Deck Day One Players Day One Meta % Day Two Players Conversation Rate 18+ Players 18+% 21+ Players 21+% 24+ Players 24+%
Ramunap Red 89 19.6% 63 70.8% 22 24.7% 11 12.3% 4 4.5%

Ramunap Red was the second most played deck on day one and posted results that were actually very similar to Temur Energy's. While it had a solid conversion rate (coming in about 8% above expectations), it actually posted average to slightly-below-average numbers at all of the day-two data points. While none of the numbers suggest Ramunap Red had a bad weekend at Pro Tour Ixalan, the fact that it followed up a strong day one with a lackluster day two is a bit concerning.

When you combine the performance of Temur Energy and Ramunap Red, Standard coming out of Pro Tour Ixalan will look a lot like Standard coming into the event. The two best decks heading into the event were by far the most played decks at the event, which means all of the pros had to build with beating these decks in mind. While being the focal point of the format was enough to keep both Temur Energy and Ramunap Red from posting great performances, it's hard to not consider them winners for their on-par performances, based mostly on their resilience. The fact that everyone knew these two decks were the ones to beat and both still performed up to expectations speaks to the strength of both decks. Expect to continue to see a ton of Temur Energy and Ramunap Red moving forward on Magic Online, at your local game store, or at the Grand Prix level.
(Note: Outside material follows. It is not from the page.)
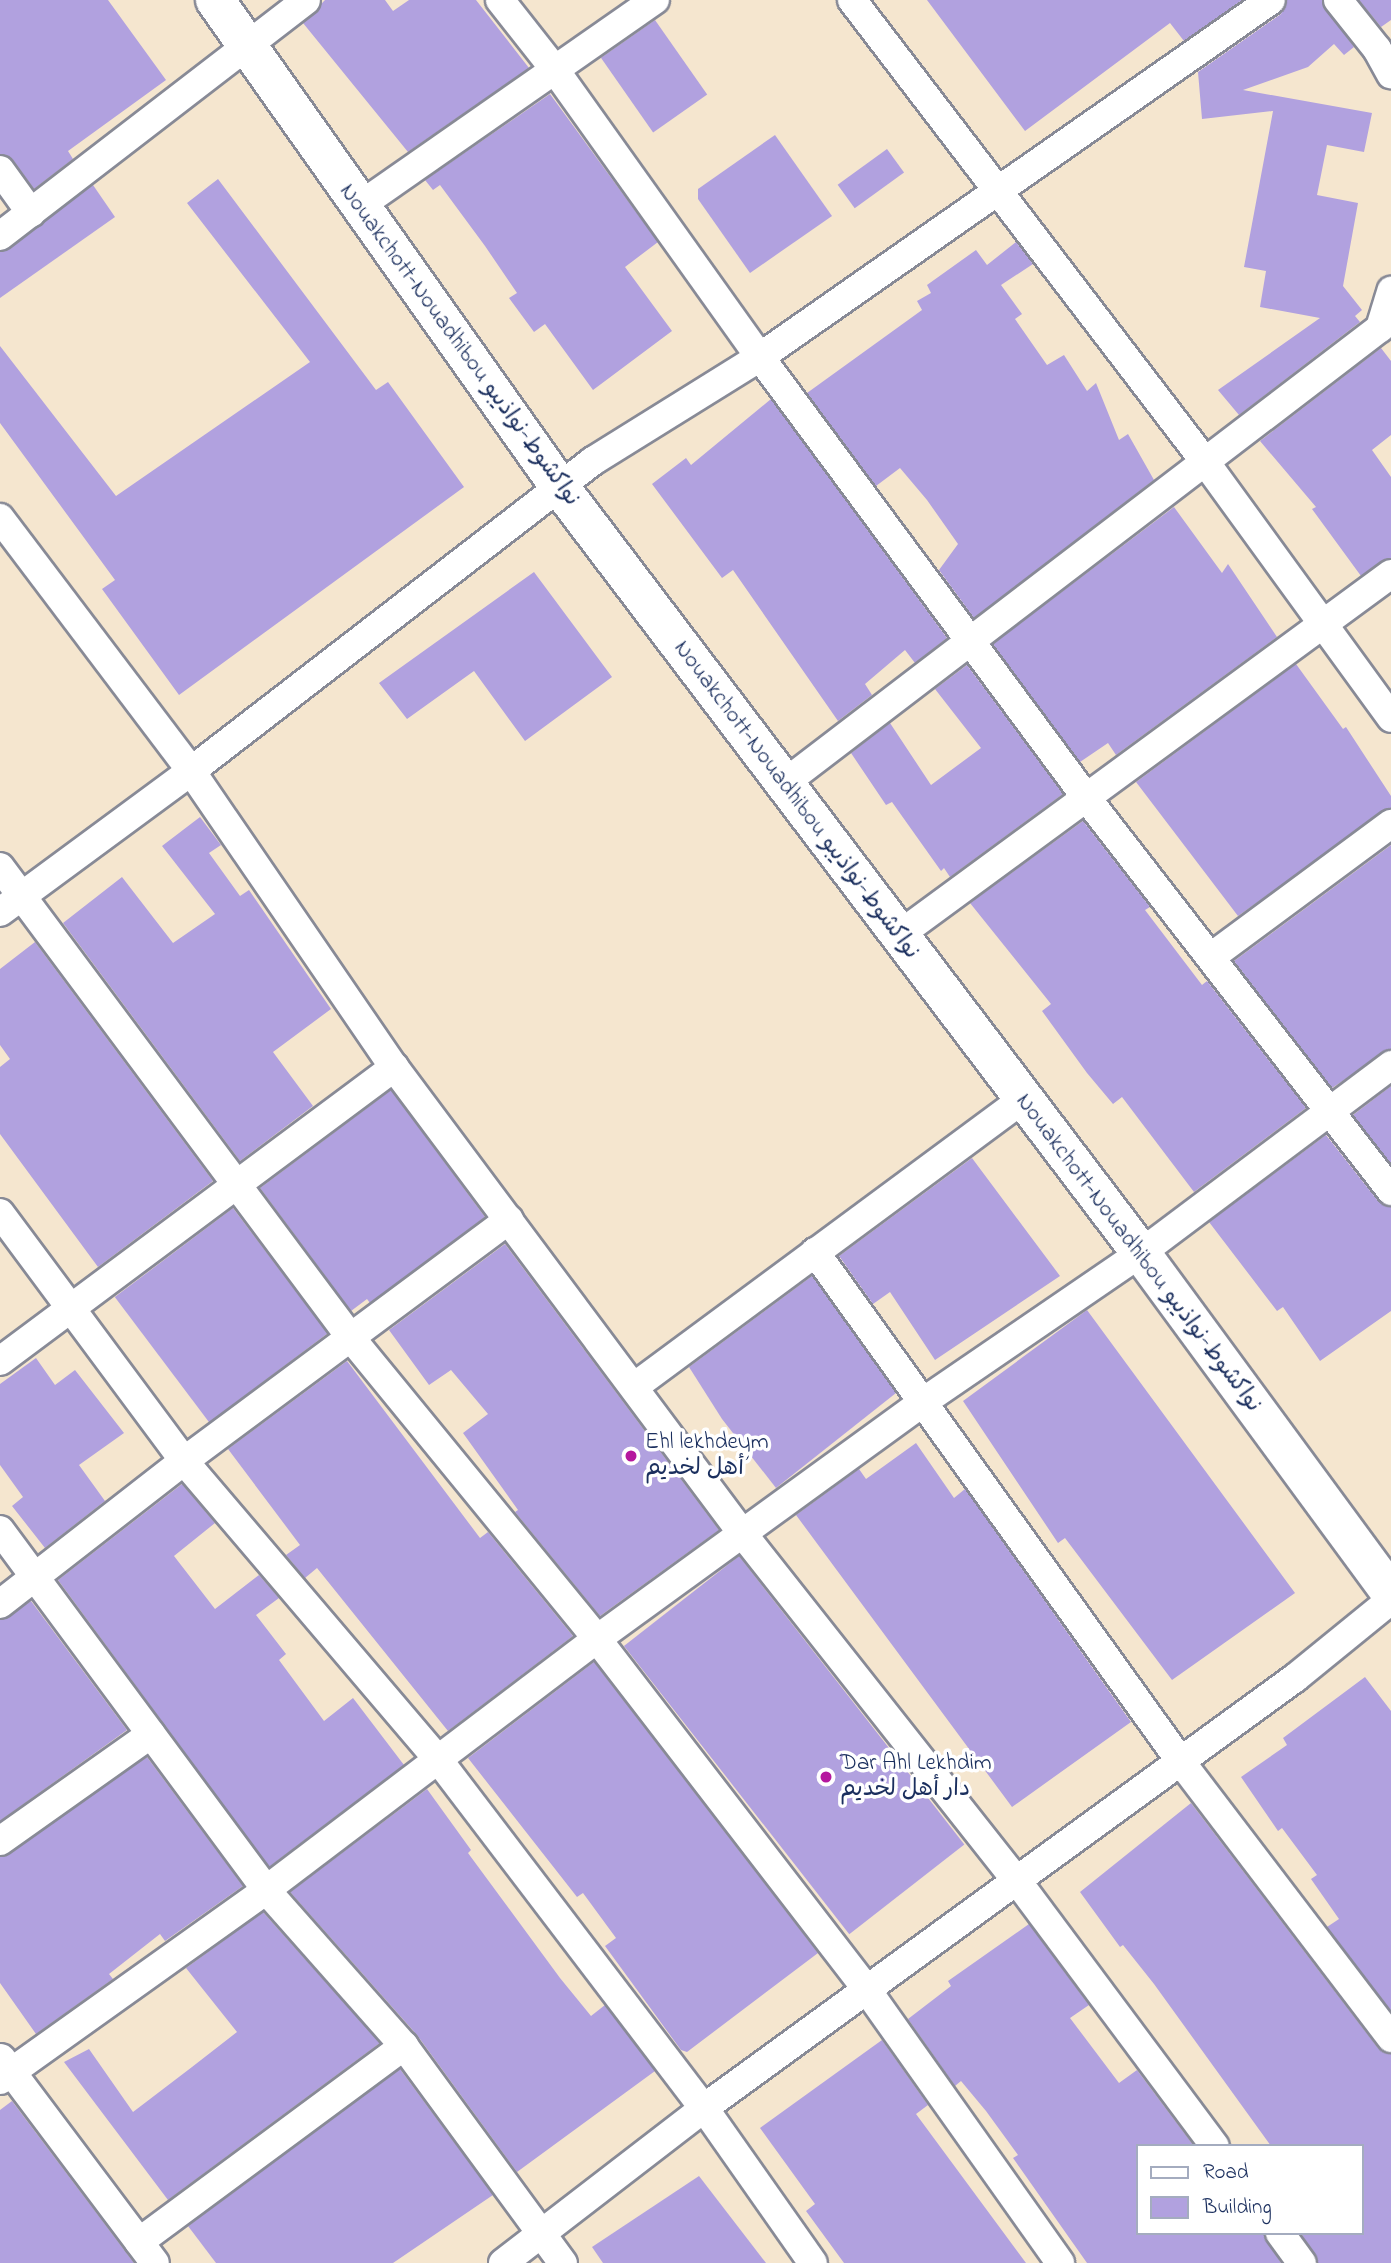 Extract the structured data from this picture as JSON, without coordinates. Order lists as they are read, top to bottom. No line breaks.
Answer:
{"streets":{"highway":["Nouakchott-Nouadhibou نواكشوط-نواذيبو"]},"places":["Ehl lekhdeym أهل لخديم","Dar Ahl Lekhdim دار أهل لخديم"],"legend":["Road","Building"]}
Deck Day One Players Day One Meta % Day Two Players Conversation Rate 18+ Players 18+% 21+ Players 21+% 24+ Players 24+%
Sultai Energy 23 5.1 17 73.9% 16 69.6% 10 43.5% 3 13%

While it's worth pointing out that there was a huge gap in play levels between our first two decks and our next three (which means we're dealing with smaller and less reliable sample sizes from here on out), Sultai Energy was the best of the five most played decks at Pro Tour Ixalan. While it might seem strange to consider a deck that's basically an updated version of the old GB Snek decks the "breakout" deck of the Pro Tour, there wasn't much hype about Sultai Energy heading into the event, and it managed to absolutely crush the field.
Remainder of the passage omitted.